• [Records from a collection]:
◇ ◇ ◇ ◇ ◇ ◇ ◇
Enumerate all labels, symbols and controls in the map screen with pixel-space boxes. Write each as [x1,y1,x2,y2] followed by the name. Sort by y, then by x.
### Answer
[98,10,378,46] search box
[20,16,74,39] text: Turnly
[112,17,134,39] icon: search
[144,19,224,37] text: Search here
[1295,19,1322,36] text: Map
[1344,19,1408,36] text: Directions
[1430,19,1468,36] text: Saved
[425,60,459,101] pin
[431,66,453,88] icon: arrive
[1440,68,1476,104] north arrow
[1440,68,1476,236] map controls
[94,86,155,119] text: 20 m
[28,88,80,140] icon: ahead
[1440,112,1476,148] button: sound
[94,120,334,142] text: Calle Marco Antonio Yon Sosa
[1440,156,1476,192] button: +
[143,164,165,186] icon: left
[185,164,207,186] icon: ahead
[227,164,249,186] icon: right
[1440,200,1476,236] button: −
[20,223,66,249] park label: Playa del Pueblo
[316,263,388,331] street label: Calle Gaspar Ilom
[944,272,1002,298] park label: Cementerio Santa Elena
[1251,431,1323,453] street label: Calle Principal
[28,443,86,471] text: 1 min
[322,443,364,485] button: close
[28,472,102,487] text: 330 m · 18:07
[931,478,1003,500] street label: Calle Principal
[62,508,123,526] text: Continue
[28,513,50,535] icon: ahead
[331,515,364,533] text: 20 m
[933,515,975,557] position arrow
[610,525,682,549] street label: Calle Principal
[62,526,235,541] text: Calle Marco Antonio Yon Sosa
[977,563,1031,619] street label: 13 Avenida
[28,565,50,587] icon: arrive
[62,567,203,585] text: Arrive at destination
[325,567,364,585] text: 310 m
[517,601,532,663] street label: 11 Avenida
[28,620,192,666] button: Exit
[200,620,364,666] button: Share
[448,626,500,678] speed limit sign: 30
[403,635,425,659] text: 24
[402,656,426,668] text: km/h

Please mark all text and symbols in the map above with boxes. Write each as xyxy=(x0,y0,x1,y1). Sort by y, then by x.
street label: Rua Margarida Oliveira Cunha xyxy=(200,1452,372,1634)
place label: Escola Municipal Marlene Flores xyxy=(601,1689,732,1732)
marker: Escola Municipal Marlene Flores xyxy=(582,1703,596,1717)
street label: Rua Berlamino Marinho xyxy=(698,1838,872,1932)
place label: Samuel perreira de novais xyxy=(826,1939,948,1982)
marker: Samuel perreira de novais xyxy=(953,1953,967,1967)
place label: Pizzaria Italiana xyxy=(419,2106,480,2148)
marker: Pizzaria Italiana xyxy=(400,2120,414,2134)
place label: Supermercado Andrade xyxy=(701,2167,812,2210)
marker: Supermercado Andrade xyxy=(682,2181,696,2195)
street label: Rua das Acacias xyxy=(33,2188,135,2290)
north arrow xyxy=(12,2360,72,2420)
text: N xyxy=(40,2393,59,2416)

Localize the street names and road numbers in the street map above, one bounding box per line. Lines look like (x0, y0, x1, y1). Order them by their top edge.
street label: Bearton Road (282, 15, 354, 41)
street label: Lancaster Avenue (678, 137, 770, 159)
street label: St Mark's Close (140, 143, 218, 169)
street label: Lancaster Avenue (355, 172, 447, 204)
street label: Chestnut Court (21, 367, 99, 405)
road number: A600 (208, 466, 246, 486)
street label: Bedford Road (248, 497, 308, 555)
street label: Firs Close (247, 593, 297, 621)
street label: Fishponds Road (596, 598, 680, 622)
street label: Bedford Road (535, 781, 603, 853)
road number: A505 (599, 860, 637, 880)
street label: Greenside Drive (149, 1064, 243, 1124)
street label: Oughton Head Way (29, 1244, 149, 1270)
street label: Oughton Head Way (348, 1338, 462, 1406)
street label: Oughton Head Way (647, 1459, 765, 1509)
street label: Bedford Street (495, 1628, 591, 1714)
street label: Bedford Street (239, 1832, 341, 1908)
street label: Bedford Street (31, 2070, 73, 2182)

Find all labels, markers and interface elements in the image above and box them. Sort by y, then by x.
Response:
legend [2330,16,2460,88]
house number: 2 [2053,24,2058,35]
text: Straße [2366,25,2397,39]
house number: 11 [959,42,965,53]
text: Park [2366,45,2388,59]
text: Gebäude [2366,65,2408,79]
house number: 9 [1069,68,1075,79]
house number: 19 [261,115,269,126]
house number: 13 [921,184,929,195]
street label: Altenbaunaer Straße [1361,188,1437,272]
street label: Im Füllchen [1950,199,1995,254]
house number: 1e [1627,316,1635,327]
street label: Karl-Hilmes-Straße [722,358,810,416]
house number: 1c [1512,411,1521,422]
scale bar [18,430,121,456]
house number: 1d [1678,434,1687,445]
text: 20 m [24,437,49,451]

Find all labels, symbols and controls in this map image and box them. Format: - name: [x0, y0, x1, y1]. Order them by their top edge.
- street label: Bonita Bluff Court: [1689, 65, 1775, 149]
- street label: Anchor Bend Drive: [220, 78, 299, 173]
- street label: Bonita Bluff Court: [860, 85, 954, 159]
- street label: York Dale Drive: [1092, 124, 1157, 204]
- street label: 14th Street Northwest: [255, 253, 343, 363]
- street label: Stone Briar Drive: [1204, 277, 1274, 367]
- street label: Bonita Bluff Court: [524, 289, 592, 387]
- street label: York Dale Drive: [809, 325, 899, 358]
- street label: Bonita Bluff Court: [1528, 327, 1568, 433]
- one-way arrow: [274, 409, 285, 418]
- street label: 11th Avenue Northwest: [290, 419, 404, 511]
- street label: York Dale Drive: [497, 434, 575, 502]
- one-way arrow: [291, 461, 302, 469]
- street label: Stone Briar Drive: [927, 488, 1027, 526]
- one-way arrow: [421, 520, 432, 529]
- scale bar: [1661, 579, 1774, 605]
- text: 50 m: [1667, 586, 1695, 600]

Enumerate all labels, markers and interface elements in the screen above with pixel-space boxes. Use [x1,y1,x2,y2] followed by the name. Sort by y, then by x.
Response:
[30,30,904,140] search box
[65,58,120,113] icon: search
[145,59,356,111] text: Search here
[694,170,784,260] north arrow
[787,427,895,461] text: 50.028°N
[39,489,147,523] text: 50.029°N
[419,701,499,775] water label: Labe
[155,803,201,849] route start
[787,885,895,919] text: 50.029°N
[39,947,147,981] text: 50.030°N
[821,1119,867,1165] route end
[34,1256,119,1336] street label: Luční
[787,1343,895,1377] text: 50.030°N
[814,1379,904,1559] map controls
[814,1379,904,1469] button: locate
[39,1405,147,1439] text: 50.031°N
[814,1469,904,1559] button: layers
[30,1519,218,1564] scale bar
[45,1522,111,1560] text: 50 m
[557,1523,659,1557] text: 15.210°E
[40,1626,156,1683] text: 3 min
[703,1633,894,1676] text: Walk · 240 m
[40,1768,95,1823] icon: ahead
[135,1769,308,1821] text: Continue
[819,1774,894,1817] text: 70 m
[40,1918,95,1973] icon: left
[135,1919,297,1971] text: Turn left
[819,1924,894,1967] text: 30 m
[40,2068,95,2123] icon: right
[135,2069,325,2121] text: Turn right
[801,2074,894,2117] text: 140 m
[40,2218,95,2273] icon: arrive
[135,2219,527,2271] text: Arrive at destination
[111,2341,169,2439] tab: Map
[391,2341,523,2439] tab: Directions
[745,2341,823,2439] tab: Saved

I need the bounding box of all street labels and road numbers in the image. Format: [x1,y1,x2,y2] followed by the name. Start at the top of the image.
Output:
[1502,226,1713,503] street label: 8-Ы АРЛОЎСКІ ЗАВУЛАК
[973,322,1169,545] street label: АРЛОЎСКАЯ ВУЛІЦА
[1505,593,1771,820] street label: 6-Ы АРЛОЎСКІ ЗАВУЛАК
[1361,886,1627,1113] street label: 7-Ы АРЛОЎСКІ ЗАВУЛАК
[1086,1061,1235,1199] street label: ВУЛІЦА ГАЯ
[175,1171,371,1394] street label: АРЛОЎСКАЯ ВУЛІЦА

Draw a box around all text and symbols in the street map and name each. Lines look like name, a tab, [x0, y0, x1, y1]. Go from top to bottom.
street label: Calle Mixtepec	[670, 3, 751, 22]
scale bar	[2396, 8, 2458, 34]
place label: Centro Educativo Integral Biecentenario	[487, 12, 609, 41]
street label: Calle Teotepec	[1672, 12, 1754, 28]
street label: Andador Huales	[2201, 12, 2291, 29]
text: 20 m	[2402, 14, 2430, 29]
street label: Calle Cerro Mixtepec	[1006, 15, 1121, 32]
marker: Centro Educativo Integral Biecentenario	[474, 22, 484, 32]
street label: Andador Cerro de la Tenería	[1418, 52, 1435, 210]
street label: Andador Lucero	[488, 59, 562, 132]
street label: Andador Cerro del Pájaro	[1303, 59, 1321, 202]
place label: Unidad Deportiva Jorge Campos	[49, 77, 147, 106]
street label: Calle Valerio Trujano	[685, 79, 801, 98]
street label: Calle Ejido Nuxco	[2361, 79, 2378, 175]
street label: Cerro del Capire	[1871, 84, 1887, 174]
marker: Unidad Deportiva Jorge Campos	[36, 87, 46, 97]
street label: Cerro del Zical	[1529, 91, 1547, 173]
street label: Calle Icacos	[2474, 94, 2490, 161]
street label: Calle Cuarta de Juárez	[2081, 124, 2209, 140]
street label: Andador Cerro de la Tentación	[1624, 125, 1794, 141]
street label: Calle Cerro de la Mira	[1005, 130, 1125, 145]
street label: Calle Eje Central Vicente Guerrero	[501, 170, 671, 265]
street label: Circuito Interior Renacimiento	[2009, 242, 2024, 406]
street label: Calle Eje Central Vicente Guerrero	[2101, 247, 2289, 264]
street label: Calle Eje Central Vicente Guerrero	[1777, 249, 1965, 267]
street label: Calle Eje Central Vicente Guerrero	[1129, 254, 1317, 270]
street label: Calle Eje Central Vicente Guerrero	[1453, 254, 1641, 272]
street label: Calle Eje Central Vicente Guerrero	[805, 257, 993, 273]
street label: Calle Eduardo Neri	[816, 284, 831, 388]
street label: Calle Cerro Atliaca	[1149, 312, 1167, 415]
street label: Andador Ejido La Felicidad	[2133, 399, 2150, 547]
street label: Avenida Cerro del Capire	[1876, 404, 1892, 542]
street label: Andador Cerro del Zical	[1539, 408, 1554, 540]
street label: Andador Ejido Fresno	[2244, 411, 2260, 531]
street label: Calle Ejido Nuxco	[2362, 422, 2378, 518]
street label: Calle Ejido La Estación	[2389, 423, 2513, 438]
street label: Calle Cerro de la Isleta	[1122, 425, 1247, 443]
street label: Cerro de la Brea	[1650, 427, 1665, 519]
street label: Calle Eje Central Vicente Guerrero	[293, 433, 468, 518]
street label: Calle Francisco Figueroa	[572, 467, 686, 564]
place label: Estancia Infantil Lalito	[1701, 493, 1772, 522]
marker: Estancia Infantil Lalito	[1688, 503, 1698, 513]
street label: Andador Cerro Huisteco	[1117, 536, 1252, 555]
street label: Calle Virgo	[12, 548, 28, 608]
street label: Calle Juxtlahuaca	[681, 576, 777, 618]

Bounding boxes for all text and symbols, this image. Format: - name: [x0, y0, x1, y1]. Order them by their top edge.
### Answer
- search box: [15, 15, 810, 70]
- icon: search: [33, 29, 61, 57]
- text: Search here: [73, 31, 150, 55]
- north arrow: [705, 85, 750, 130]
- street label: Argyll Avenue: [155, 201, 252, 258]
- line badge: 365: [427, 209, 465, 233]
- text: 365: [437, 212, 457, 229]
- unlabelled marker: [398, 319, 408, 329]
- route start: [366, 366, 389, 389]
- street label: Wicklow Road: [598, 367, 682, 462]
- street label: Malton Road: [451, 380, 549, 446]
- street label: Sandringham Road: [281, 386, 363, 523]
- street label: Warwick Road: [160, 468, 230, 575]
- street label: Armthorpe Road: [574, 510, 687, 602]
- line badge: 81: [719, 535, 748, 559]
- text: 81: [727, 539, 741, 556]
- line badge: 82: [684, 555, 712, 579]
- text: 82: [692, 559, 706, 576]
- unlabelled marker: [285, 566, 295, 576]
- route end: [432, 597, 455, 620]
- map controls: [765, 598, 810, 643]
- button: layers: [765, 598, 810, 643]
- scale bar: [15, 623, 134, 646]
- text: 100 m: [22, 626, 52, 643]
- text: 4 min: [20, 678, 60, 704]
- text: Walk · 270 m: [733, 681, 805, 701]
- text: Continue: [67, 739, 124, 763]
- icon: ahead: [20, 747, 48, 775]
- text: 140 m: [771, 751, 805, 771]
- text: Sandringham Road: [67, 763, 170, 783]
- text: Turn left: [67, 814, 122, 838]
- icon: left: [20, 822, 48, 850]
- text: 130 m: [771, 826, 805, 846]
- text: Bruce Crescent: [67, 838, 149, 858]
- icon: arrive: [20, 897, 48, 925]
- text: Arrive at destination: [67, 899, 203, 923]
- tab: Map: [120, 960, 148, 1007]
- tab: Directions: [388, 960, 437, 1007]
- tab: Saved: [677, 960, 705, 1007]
◇ ◇ ◇ ◇ ◇ ◇ ◇
• [Try it]: Find "place" in the preceding records. Copy each line that holds it.

• [Task answer]:
place label: Escola Municipal Marlene Flores xyxy=(601,1689,732,1732)
place label: Samuel perreira de novais xyxy=(826,1939,948,1982)
place label: Pizzaria Italiana xyxy=(419,2106,480,2148)
place label: Supermercado Andrade xyxy=(701,2167,812,2210)
place label: Centro Educativo Integral Biecentenario	[487, 12, 609, 41]
place label: Unidad Deportiva Jorge Campos	[49, 77, 147, 106]
place label: Estancia Infantil Lalito	[1701, 493, 1772, 522]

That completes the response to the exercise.